Tony Gaddis is the principal author of the “Starting Out with” series of textbooks. Tony teaches computer science courses at Haywood Community College in North Carolina. He is a highly acclaimed instructor who was previously selected as the North Carolina Community College "Teacher of the Year,” and has received the Teaching Excellence award from the National Institute for Staff and Organizational Development. Besides C++ books, the “Starting Out with” series includes introductory books using the Java™ programming language, Microsoft® Visual Basic® .NET, and Microsoft® C#®, all published by Addison-Wesley.
Judy Walters is an Associate Professor of Computer Science at North Central College in Naperville, Illinois. in addition to her many computer science courses, she enjoys teaching a freshman course on film and literature. She also enjoys studying foreign languages and cultures, and recently developed a new course in technology and society, which she taught in Costa Rica Fall, 2005, as part of the college's international studies program.

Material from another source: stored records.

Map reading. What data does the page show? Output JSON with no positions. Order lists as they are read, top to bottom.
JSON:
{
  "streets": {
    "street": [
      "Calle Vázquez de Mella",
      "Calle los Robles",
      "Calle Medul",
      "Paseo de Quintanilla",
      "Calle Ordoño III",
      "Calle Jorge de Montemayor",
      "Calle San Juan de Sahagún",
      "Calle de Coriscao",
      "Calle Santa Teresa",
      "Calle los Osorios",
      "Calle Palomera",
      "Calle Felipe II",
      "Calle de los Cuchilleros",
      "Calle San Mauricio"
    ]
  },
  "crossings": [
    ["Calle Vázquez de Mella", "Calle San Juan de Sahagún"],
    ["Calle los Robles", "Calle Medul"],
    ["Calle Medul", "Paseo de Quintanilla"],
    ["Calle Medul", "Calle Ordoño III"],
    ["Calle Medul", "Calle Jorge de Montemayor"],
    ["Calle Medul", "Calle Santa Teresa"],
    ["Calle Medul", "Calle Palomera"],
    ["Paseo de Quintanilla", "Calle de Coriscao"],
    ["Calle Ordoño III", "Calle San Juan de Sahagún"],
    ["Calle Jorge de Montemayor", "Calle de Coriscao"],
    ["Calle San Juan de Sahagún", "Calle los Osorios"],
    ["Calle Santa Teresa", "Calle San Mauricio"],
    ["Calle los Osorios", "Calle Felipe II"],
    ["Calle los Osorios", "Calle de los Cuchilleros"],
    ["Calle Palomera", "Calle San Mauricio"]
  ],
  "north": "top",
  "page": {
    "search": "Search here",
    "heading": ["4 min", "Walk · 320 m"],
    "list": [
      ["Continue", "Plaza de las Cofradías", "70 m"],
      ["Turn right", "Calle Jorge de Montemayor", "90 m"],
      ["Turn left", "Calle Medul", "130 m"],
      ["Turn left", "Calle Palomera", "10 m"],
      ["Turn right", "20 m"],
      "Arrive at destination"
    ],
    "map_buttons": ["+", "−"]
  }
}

Godfrey Muganda is an Associate Professor of Computer Science at North Central College in Naperville Illinois, where he chairs the Computer Science Department. He teaches a wide variety of courses at both the undergraduate and graduate levels including courses in Object-Oriented Programming, Comparative Programming Languages, and Complier Design. His primary research interests are in the Fuzzy Sets and Systems. He won the North Central College faculty award for outstanding scholarship in 1993.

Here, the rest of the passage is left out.